(Dataset entries)
☆ ☆ ☆ ☆

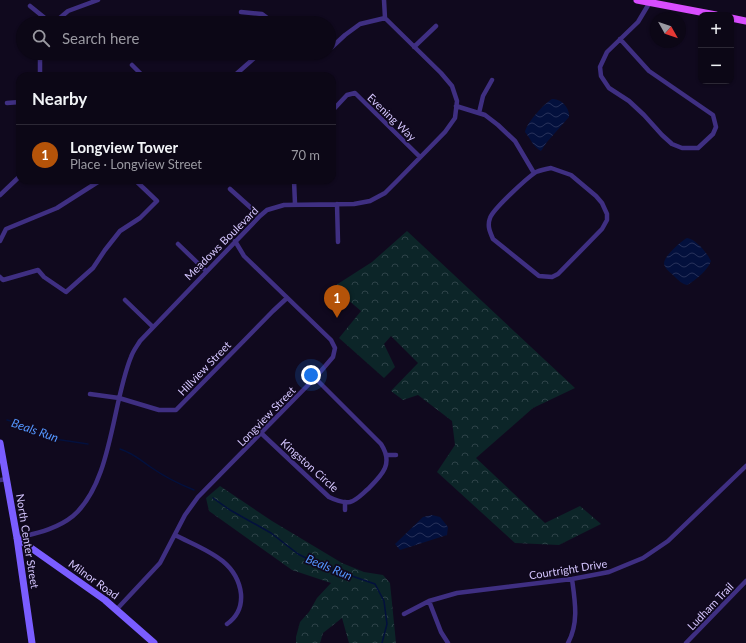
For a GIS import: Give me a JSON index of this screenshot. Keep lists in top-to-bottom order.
{
  "streets": {
    "main road": ["North Center Street", "Milnor Road"],
    "street": [
      "Evening Way",
      "Meadows Boulevard",
      "Hillview Street",
      "Longview Street",
      "Kingston Circle",
      "Courtright Drive",
      "Ludham Trail"
    ]
  },
  "crossings": [
    ["Evening Way", "Meadows Boulevard"],
    ["Meadows Boulevard", "Hillview Street"],
    ["Meadows Boulevard", "Longview Street"],
    ["Meadows Boulevard", "North Center Street"],
    ["Meadows Boulevard", "Milnor Road"],
    ["Hillview Street", "Longview Street"],
    ["Longview Street", "Kingston Circle"],
    ["Longview Street", "Milnor Road"],
    ["North Center Street", "Milnor Road"]
  ],
  "water": ["Beals Run"],
  "north": "bottom right",
  "page": {
    "map_buttons": ["+", "−"],
    "search": "Search here",
    "heading": "Nearby",
    "list": [
      {
        "mark": "1",
        "name": "Longview Tower",
        "note": "Place · Longview Street",
        "value": "70 m"
      }
    ],
    "pins": "1"
  }
}
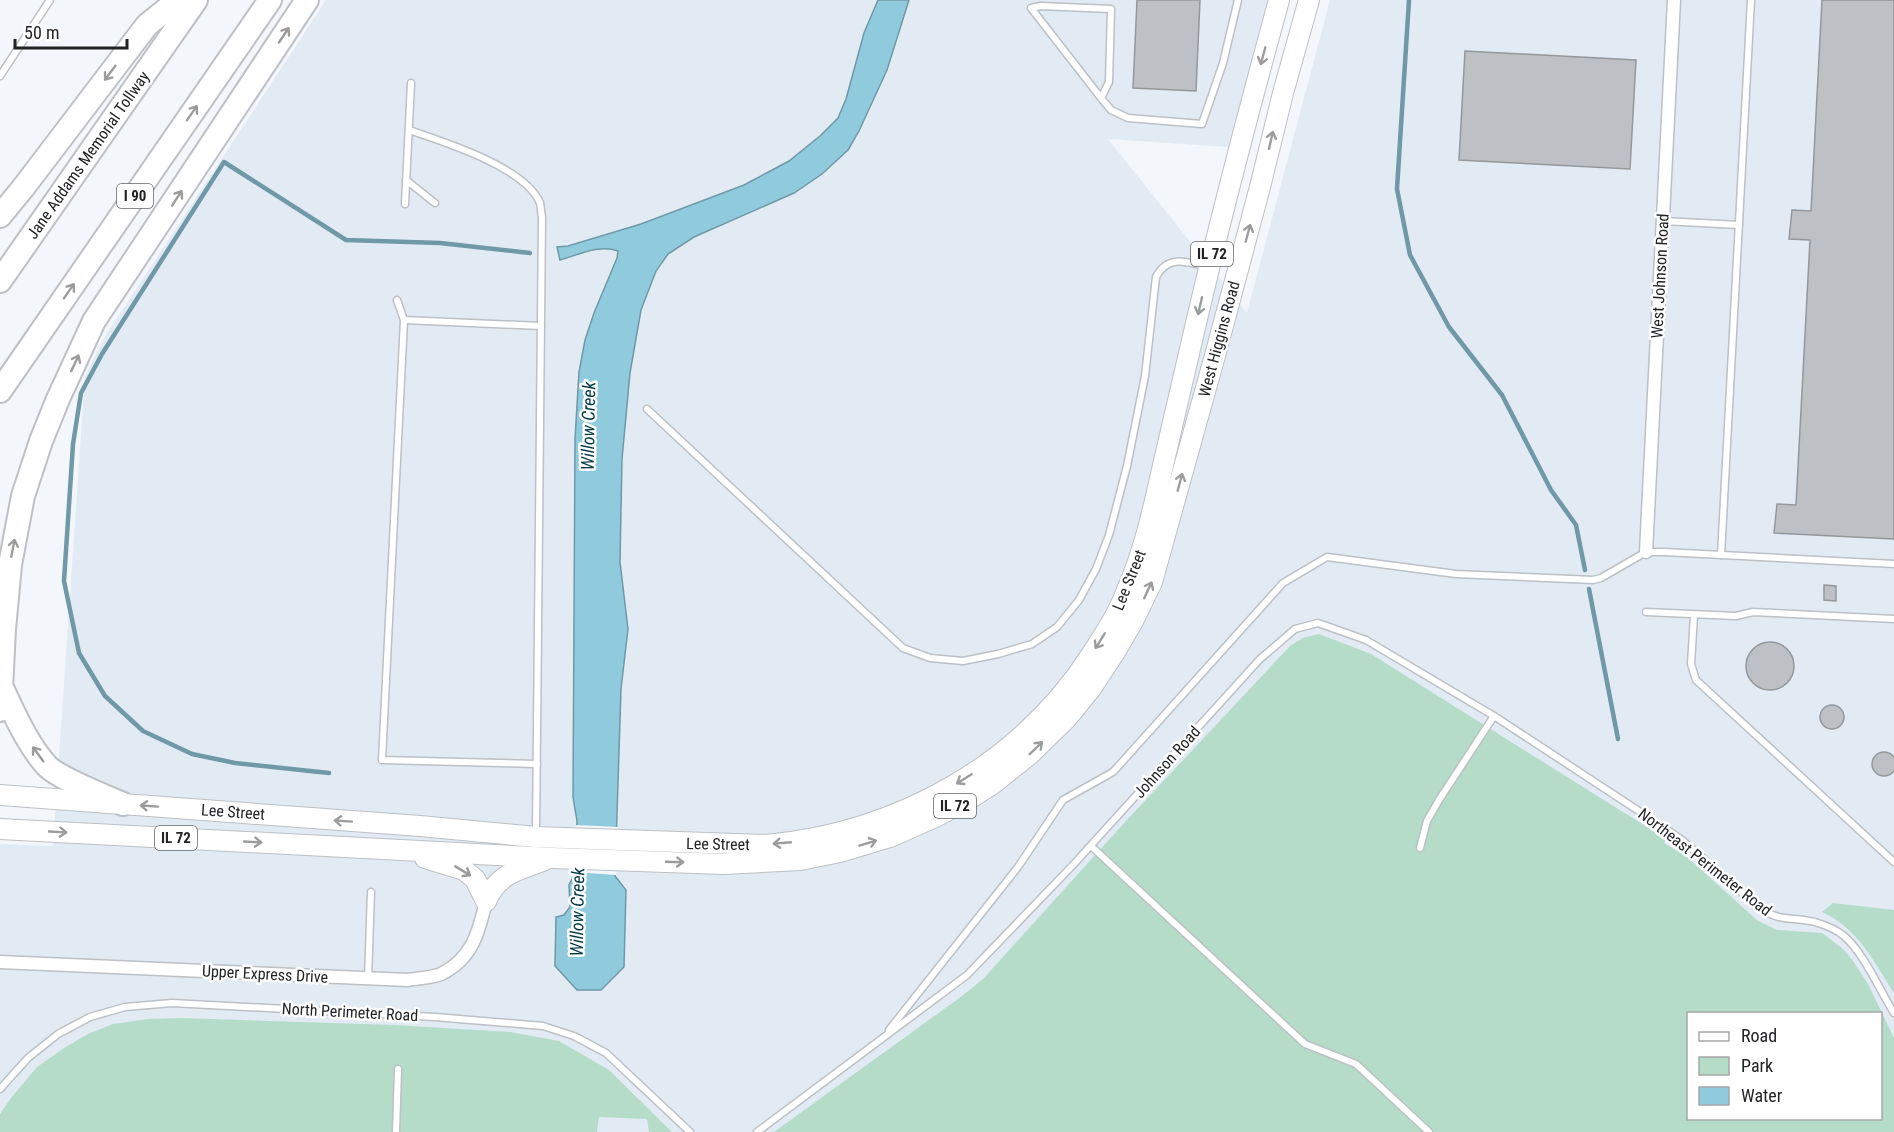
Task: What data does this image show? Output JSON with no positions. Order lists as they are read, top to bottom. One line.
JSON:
{"streets":{"highway":["Jane Addams Memorial Tollway","I 90"],"main road":["IL 72","West Higgins Road","Lee Street"],"street":["West Johnson Road","Upper Express Drive"],"lane":["Johnson Road","Northeast Perimeter Road","North Perimeter Road"]},"crossings":[["IL 72","Lee Street"],["West Higgins Road","Lee Street"],["Johnson Road","Northeast Perimeter Road"]],"water":["Willow Creek"],"legend":["Road","Park","Water"],"scale_bar":"50 m"}
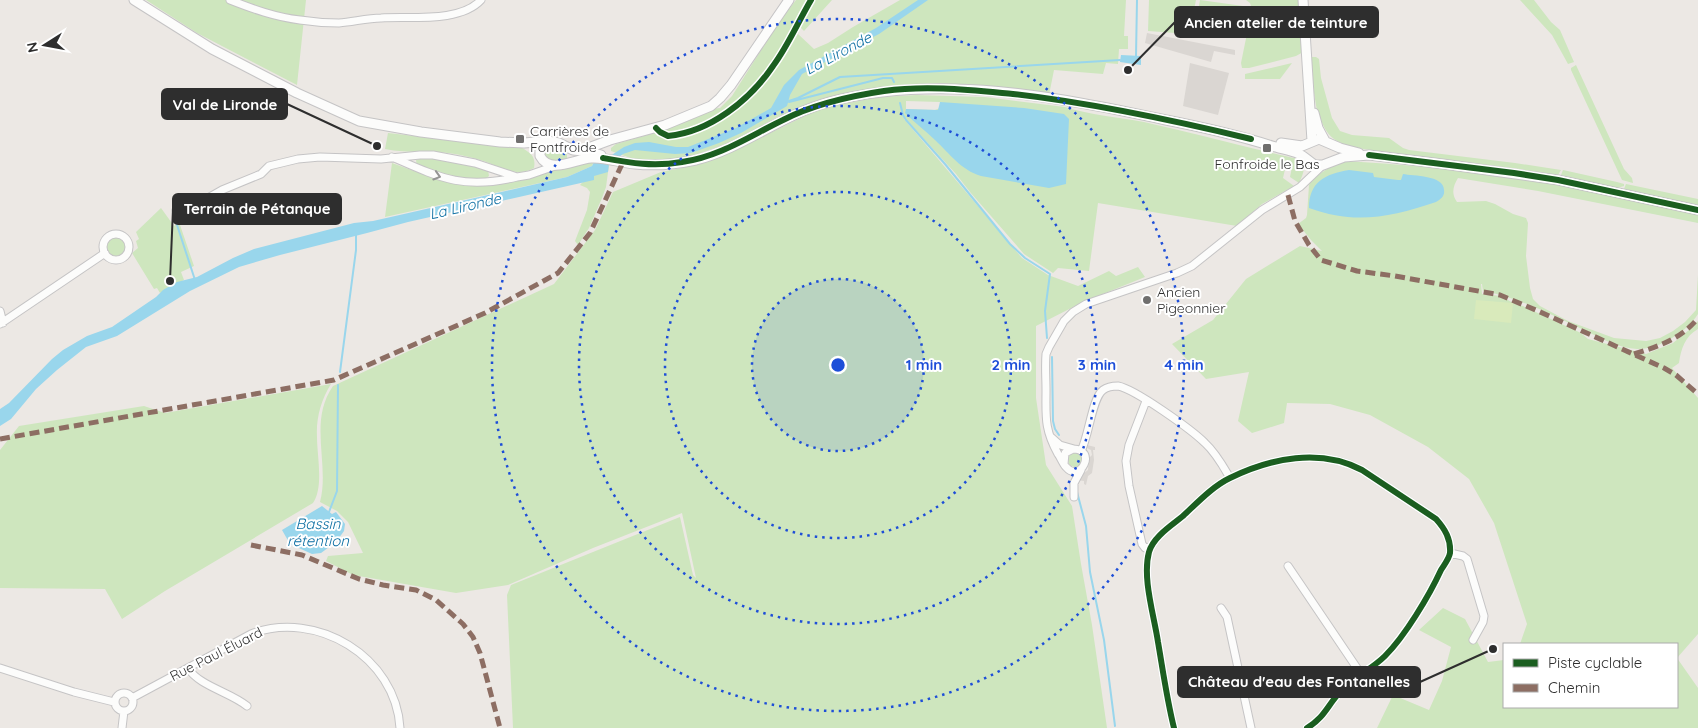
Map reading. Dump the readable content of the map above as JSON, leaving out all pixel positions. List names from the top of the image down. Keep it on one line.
{"streets":{"street":["Rue Paul Éluard"]},"water":["La Lironde","Bassin rétention"],"places":{"other":["Ancien atelier de teinture","Val de Lironde","Terrain de Pétanque","Ancien Pigeonnier","Château d'eau des Fontanelles"],"transit":["Carrières de Fontfroide","Fonfroide le Bas"]},"legend":["Piste cyclable","Chemin"],"north":"left","rings":["1 min","2 min","3 min","4 min"]}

☆ ☆ ☆ ☆

Write the records out in full, word for word; leave every picture behind.

--- ANSWER TO THIS TASK ---
For a GIS import: Give me a JSON index of this screenshot. Keep lists in top-to-bottom order.
{
  "streets": {
    "main road": ["North Center Street", "Milnor Road"],
    "street": [
      "Evening Way",
      "Meadows Boulevard",
      "Hillview Street",
      "Longview Street",
      "Kingston Circle",
      "Courtright Drive",
      "Ludham Trail"
    ]
  },
  "crossings": [
    ["Evening Way", "Meadows Boulevard"],
    ["Meadows Boulevard", "Hillview Street"],
    ["Meadows Boulevard", "Longview Street"],
    ["Meadows Boulevard", "North Center Street"],
    ["Meadows Boulevard", "Milnor Road"],
    ["Hillview Street", "Longview Street"],
    ["Longview Street", "Kingston Circle"],
    ["Longview Street", "Milnor Road"],
    ["North Center Street", "Milnor Road"]
  ],
  "water": ["Beals Run"],
  "north": "bottom right",
  "page": {
    "map_buttons": ["+", "−"],
    "search": "Search here",
    "heading": "Nearby",
    "list": [
      {
        "mark": "1",
        "name": "Longview Tower",
        "note": "Place · Longview Street",
        "value": "70 m"
      }
    ],
    "pins": "1"
  }
}
Task: What data does this image show? Output JSON with no positions. Order lists as they are read, top to bottom. One line.
JSON:
{"streets":{"highway":["Jane Addams Memorial Tollway","I 90"],"main road":["IL 72","West Higgins Road","Lee Street"],"street":["West Johnson Road","Upper Express Drive"],"lane":["Johnson Road","Northeast Perimeter Road","North Perimeter Road"]},"crossings":[["IL 72","Lee Street"],["West Higgins Road","Lee Street"],["Johnson Road","Northeast Perimeter Road"]],"water":["Willow Creek"],"legend":["Road","Park","Water"],"scale_bar":"50 m"}
Map reading. Dump the readable content of the map above as JSON, leaving out all pixel positions. List names from the top of the image down. Keep it on one line.
{"streets":{"street":["Rue Paul Éluard"]},"water":["La Lironde","Bassin rétention"],"places":{"other":["Ancien atelier de teinture","Val de Lironde","Terrain de Pétanque","Ancien Pigeonnier","Château d'eau des Fontanelles"],"transit":["Carrières de Fontfroide","Fonfroide le Bas"]},"legend":["Piste cyclable","Chemin"],"north":"left","rings":["1 min","2 min","3 min","4 min"]}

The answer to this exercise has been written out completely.